Courts break company into dozens of pieces after trial that shows a wide variety of illegal practices. Supreme Court rules company violated antitrust statutes by doing things that could not have made any economic sense other than the destruction of its rivals. Government attorneys said Microsoft engaged in a wide variety of practices that fit that description.

1920 — United States v. United States Steel Corp.

Company is allowed to remain whole, despite 90 percent market share and harsh treatment of competitors. Company crushes domestic competition, remains dominant through World War II, then falls on hard times in late 60s. U.S. loses No. 1 global position to foreign competitors that invest more in new technologies than the American company. Anti-Microsoft forces use failed case as example of what happens to domestic industry when monopolists go unchecked.

1951 — Lorain Journal Co. v. United States

Supreme Court rules local newspaper monopoly may not refuse to deal with companies that advertise on radio. Court finds such restrictions are an "attempt to monopolize." Government today argues that Microsofts insistence that its business partners not deal with rivals is precisely the same kind of behavior. Microsoft cites same case, saying it has no such monopoly, and so cannot be held liable.

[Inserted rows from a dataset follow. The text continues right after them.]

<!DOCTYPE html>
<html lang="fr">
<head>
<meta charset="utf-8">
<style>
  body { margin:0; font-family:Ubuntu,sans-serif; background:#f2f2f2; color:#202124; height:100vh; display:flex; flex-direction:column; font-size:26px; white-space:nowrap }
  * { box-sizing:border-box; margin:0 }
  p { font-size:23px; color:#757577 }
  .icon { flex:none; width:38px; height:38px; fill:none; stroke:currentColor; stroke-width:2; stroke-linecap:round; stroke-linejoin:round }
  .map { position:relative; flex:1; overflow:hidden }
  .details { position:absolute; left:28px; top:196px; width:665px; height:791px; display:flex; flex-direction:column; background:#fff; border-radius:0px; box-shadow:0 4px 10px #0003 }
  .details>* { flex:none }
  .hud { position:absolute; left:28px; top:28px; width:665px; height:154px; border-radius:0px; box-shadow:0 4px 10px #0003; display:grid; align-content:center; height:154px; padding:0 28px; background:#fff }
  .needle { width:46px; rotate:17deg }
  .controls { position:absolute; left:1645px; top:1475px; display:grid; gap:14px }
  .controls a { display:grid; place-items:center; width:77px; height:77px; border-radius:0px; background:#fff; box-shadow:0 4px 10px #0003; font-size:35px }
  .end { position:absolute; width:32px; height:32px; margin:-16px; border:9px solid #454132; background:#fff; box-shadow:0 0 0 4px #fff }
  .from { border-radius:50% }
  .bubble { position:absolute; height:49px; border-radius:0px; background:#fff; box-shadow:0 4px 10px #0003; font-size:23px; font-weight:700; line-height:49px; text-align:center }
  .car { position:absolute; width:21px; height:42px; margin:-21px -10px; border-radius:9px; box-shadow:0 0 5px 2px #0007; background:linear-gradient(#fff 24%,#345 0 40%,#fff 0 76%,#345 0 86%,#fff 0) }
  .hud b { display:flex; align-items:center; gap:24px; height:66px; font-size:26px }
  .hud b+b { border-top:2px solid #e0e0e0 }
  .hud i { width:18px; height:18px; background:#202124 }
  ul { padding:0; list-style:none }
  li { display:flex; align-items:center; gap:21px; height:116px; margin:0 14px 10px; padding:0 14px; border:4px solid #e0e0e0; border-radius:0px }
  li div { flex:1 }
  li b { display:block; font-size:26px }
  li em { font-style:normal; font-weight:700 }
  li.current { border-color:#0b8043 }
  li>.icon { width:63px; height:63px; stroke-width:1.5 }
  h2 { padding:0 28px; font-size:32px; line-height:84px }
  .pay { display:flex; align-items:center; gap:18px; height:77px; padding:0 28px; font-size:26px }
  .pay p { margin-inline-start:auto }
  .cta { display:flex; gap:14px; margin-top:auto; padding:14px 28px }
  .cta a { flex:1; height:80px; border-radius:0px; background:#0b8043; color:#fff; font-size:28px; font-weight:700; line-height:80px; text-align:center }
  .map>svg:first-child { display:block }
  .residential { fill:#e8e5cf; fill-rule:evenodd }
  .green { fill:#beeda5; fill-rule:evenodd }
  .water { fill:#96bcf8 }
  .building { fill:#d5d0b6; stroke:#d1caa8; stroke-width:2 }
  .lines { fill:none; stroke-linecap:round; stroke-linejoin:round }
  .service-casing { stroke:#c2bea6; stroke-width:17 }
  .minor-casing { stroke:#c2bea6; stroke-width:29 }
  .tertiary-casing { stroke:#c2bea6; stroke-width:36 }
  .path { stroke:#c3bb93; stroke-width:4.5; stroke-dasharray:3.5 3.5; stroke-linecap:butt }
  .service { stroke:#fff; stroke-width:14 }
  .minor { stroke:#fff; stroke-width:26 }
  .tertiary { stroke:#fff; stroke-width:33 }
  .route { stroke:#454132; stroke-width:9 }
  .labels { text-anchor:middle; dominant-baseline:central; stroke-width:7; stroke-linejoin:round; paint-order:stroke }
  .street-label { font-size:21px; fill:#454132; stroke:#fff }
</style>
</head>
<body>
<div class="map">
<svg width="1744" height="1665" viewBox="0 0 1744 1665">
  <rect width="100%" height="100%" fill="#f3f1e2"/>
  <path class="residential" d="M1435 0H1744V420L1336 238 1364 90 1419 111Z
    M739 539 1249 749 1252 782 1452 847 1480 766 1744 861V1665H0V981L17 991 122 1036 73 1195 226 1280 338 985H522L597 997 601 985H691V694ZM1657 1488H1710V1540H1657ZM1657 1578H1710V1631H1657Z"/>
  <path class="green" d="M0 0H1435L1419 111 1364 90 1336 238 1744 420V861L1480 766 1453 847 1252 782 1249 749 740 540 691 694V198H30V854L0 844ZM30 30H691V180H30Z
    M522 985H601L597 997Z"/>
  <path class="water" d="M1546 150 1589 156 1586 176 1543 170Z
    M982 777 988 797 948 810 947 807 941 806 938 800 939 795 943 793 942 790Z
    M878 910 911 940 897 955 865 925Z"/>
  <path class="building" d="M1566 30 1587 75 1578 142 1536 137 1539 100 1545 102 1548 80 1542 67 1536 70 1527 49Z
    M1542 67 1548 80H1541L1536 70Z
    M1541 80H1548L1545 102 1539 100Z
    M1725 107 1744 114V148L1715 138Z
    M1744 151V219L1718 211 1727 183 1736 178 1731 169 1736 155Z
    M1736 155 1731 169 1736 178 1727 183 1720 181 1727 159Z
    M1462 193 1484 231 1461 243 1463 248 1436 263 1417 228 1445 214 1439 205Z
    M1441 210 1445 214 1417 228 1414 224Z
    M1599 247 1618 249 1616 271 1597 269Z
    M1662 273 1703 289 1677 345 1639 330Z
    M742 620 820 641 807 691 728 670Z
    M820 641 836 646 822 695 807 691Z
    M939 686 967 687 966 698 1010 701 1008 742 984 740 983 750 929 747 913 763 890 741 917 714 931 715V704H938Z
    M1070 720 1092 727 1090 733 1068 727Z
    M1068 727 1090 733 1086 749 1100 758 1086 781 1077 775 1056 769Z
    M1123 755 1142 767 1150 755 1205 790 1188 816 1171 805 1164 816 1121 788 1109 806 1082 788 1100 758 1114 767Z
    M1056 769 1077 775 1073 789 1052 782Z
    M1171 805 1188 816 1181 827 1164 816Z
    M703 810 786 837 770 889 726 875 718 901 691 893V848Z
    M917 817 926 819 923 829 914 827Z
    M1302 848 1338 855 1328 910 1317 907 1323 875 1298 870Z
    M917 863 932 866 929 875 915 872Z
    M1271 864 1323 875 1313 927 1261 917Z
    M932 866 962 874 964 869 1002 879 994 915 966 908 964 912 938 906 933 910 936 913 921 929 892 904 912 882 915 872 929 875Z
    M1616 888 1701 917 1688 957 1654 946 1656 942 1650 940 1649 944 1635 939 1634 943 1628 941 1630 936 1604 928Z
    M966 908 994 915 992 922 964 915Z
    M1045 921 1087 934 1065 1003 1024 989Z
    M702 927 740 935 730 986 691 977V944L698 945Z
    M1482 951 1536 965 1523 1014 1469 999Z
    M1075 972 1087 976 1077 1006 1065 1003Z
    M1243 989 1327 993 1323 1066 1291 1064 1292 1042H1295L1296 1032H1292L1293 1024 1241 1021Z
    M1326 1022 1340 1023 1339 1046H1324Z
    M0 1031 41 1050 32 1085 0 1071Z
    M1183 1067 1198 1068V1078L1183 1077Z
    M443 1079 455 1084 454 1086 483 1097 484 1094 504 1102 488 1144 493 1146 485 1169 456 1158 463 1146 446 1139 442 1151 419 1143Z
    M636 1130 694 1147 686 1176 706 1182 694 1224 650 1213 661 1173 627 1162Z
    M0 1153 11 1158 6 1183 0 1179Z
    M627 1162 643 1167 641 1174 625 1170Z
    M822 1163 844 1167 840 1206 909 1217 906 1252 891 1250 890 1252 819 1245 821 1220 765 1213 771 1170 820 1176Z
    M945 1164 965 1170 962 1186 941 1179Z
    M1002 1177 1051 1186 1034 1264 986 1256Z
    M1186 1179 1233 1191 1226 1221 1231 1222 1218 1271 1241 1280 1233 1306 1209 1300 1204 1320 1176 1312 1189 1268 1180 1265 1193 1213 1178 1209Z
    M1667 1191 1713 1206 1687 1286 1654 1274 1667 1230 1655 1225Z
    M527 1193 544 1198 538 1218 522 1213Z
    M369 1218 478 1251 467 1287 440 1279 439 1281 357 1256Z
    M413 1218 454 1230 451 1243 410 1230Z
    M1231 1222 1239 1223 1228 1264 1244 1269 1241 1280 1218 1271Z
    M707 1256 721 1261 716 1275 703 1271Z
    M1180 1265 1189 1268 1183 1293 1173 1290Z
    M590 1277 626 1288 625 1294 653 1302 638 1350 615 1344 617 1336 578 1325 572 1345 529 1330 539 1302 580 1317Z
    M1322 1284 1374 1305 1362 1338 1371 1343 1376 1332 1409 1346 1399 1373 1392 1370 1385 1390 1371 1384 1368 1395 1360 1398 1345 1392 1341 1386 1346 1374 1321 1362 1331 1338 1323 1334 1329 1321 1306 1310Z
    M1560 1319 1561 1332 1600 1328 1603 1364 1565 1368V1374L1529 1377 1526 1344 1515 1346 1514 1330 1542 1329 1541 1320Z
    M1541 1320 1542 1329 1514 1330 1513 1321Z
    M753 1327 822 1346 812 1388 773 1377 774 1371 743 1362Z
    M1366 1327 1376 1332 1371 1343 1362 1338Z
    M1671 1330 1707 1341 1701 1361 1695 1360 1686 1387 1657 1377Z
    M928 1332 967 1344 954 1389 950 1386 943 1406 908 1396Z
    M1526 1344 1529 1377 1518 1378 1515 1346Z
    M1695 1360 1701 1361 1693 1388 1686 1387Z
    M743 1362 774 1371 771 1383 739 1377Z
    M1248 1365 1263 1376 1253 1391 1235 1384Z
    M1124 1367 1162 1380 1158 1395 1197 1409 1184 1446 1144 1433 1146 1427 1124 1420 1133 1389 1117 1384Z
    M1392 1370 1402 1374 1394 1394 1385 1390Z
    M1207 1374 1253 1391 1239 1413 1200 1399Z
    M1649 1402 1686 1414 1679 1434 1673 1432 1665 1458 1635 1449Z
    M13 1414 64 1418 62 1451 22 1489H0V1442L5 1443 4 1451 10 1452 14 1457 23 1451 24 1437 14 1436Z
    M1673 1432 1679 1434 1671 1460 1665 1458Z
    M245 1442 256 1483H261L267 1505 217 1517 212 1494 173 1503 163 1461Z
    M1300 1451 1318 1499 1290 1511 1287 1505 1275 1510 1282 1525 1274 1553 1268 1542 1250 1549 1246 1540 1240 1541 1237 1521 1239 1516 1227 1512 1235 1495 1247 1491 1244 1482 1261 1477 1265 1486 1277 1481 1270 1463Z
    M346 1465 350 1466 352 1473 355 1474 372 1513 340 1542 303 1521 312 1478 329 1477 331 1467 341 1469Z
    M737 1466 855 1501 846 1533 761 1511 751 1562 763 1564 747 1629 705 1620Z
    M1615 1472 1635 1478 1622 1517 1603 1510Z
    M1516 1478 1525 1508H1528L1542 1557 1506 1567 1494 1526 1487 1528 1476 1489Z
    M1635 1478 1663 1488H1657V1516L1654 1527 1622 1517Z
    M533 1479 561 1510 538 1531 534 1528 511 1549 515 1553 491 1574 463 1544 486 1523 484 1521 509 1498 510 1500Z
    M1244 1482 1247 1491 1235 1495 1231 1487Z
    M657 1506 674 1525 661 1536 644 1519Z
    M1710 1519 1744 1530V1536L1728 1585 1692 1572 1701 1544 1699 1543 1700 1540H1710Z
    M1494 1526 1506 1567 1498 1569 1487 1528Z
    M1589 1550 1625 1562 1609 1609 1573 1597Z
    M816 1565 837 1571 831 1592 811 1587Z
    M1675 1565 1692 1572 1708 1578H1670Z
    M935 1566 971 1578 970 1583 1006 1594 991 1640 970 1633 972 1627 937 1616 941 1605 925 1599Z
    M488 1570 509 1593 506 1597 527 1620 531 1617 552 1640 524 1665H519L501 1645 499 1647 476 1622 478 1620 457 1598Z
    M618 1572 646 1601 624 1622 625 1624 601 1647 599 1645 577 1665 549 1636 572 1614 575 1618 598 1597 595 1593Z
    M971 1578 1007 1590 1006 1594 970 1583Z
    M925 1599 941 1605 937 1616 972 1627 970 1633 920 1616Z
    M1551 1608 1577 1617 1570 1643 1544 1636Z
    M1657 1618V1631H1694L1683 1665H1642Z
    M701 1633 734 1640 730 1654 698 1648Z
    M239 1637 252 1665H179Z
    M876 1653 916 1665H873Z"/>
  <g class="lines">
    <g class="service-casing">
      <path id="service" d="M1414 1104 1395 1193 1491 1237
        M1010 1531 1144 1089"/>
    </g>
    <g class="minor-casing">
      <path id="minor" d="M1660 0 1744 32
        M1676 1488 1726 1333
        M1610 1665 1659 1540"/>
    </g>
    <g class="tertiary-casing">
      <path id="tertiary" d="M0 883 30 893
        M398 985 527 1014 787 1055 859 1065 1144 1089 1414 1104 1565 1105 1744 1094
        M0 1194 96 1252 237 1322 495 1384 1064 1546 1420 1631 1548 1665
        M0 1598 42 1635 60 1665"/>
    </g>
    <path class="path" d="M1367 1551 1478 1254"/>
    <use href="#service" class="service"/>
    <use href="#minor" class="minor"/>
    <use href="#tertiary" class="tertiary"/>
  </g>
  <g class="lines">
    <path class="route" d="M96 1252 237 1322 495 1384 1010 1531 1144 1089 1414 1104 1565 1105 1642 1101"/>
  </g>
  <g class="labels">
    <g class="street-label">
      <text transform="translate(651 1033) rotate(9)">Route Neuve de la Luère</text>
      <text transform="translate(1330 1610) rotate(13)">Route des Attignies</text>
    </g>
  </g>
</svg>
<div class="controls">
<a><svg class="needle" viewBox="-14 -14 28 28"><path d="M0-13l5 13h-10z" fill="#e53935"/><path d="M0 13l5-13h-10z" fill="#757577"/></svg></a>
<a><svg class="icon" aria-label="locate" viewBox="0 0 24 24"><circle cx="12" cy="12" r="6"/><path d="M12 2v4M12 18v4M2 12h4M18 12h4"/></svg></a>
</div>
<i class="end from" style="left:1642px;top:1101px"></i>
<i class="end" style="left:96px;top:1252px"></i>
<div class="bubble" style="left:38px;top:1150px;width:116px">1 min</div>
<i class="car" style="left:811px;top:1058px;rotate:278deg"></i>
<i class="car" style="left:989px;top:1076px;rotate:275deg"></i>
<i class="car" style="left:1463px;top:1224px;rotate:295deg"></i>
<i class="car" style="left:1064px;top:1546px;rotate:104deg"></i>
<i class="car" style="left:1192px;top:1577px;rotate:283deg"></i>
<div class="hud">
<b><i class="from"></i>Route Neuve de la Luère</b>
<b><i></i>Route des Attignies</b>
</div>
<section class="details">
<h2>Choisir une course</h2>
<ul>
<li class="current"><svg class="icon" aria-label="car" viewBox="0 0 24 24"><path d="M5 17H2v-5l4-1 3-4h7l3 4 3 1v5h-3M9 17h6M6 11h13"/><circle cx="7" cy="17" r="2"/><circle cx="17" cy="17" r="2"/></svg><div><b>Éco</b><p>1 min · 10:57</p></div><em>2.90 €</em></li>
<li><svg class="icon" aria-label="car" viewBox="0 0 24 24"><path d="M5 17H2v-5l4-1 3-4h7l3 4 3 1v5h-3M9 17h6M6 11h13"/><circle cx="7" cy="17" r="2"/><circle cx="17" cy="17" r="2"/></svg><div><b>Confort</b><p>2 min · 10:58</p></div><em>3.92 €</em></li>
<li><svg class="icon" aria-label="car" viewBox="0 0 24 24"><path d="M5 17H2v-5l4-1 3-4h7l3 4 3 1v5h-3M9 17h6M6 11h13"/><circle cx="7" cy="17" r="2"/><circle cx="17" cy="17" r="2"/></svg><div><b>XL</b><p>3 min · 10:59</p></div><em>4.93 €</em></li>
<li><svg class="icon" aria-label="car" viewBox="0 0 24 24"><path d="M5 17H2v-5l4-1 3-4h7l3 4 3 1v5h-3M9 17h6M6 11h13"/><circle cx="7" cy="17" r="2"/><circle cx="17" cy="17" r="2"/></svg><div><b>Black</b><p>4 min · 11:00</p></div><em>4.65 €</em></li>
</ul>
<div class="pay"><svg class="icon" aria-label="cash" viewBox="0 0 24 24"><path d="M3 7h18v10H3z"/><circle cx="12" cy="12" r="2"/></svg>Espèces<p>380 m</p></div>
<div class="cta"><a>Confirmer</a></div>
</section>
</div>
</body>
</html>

1979 — Berkey Photo Inc. v. Eastman Kodak Co.

U.S. Court of Appeals of the Second Circuit rules photo film producer and finisher Kodak may introduce new film cartridges without giving competitors advance knowledge of how to develop them. Limits knowledge dominant firms must share with competition. Later used by Microsoft attorneys to justify companys practice of withholding technical information from competitors that do not cooperate. The case, among the most cited in monopolization law, poses a paradoxical question: How much help must a monopolist give to its competitors?

1982 — United States v. AT&T

Phone monopoly agrees to be broken up, spinning off local phone service into seven "Baby Bells." Companys phone services remain long-distance only until Telecom Act of 1996. Case serves as example of how divestiture can be used to limit monopoly power. But AT&T also serves as a cautionary tale: From 1982 to 1996, Judge Harold Greene ruled as virtual dictator over the Bells. Opponents of a Microsoft breakup warn similar oversight would destroy the companys operations.

1985 — Aspen Skiing Co. v. Aspen Highlands Skiing Corp.

Supreme Court rules that ski resort operator may not back out of joint agreement to market lift tickets with competitor if its only reason for doing so is to harm the competition. Government lawyers say the case shows how Aspen Skiing Co. "redefined" its product simply to kill off its rival. Microsoft, they say, did the same thing in declaring its Internet Explorer part of the operating system.